## PROBLEM
Copy out the entries exactly, from the first line to the last.

## RECORDS FOR THE TASK
######
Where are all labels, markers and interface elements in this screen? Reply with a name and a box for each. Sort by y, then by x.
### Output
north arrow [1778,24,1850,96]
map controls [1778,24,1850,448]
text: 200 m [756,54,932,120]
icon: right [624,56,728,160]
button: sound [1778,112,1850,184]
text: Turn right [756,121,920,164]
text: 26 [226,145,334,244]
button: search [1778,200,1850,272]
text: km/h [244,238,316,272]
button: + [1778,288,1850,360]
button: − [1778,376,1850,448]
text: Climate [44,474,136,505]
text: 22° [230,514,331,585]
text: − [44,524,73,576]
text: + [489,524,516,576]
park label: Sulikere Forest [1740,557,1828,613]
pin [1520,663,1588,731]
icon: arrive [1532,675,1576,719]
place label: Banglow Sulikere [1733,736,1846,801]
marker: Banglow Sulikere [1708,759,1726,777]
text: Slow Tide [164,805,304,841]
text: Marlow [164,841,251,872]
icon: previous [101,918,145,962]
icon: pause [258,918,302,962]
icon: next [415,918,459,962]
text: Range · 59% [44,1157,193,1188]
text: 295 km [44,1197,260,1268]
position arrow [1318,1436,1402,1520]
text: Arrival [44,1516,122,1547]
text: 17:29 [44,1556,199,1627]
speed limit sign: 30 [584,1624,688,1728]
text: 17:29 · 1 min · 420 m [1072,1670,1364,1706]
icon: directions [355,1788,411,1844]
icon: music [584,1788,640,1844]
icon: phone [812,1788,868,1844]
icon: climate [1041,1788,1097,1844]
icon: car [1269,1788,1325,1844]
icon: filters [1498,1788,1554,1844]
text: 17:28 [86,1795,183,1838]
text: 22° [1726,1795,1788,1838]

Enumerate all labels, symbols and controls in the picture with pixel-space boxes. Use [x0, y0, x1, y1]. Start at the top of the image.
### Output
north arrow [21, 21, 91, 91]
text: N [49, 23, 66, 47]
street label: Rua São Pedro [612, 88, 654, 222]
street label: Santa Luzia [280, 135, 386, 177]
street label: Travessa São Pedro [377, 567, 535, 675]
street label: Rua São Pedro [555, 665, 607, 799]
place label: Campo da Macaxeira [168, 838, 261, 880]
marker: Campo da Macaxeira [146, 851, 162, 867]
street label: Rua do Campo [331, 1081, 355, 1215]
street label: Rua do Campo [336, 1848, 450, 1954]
######
## COMPLETED TASK
Where are all labels, markers and interface elements in this screen? Reply with a name and a box for each. Sort by y, then by x.
### Output
north arrow [1778,24,1850,96]
map controls [1778,24,1850,448]
text: 200 m [756,54,932,120]
icon: right [624,56,728,160]
button: sound [1778,112,1850,184]
text: Turn right [756,121,920,164]
text: 26 [226,145,334,244]
button: search [1778,200,1850,272]
text: km/h [244,238,316,272]
button: + [1778,288,1850,360]
button: − [1778,376,1850,448]
text: Climate [44,474,136,505]
text: 22° [230,514,331,585]
text: − [44,524,73,576]
text: + [489,524,516,576]
park label: Sulikere Forest [1740,557,1828,613]
pin [1520,663,1588,731]
icon: arrive [1532,675,1576,719]
place label: Banglow Sulikere [1733,736,1846,801]
marker: Banglow Sulikere [1708,759,1726,777]
text: Slow Tide [164,805,304,841]
text: Marlow [164,841,251,872]
icon: previous [101,918,145,962]
icon: pause [258,918,302,962]
icon: next [415,918,459,962]
text: Range · 59% [44,1157,193,1188]
text: 295 km [44,1197,260,1268]
position arrow [1318,1436,1402,1520]
text: Arrival [44,1516,122,1547]
text: 17:29 [44,1556,199,1627]
speed limit sign: 30 [584,1624,688,1728]
text: 17:29 · 1 min · 420 m [1072,1670,1364,1706]
icon: directions [355,1788,411,1844]
icon: music [584,1788,640,1844]
icon: phone [812,1788,868,1844]
icon: climate [1041,1788,1097,1844]
icon: car [1269,1788,1325,1844]
icon: filters [1498,1788,1554,1844]
text: 17:28 [86,1795,183,1838]
text: 22° [1726,1795,1788,1838]

Enumerate all labels, symbols and controls in the picture with pixel-space boxes. Use [x0, y0, x1, y1]. Start at the top of the image.
### Output
north arrow [21, 21, 91, 91]
text: N [49, 23, 66, 47]
street label: Rua São Pedro [612, 88, 654, 222]
street label: Santa Luzia [280, 135, 386, 177]
street label: Travessa São Pedro [377, 567, 535, 675]
street label: Rua São Pedro [555, 665, 607, 799]
place label: Campo da Macaxeira [168, 838, 261, 880]
marker: Campo da Macaxeira [146, 851, 162, 867]
street label: Rua do Campo [331, 1081, 355, 1215]
street label: Rua do Campo [336, 1848, 450, 1954]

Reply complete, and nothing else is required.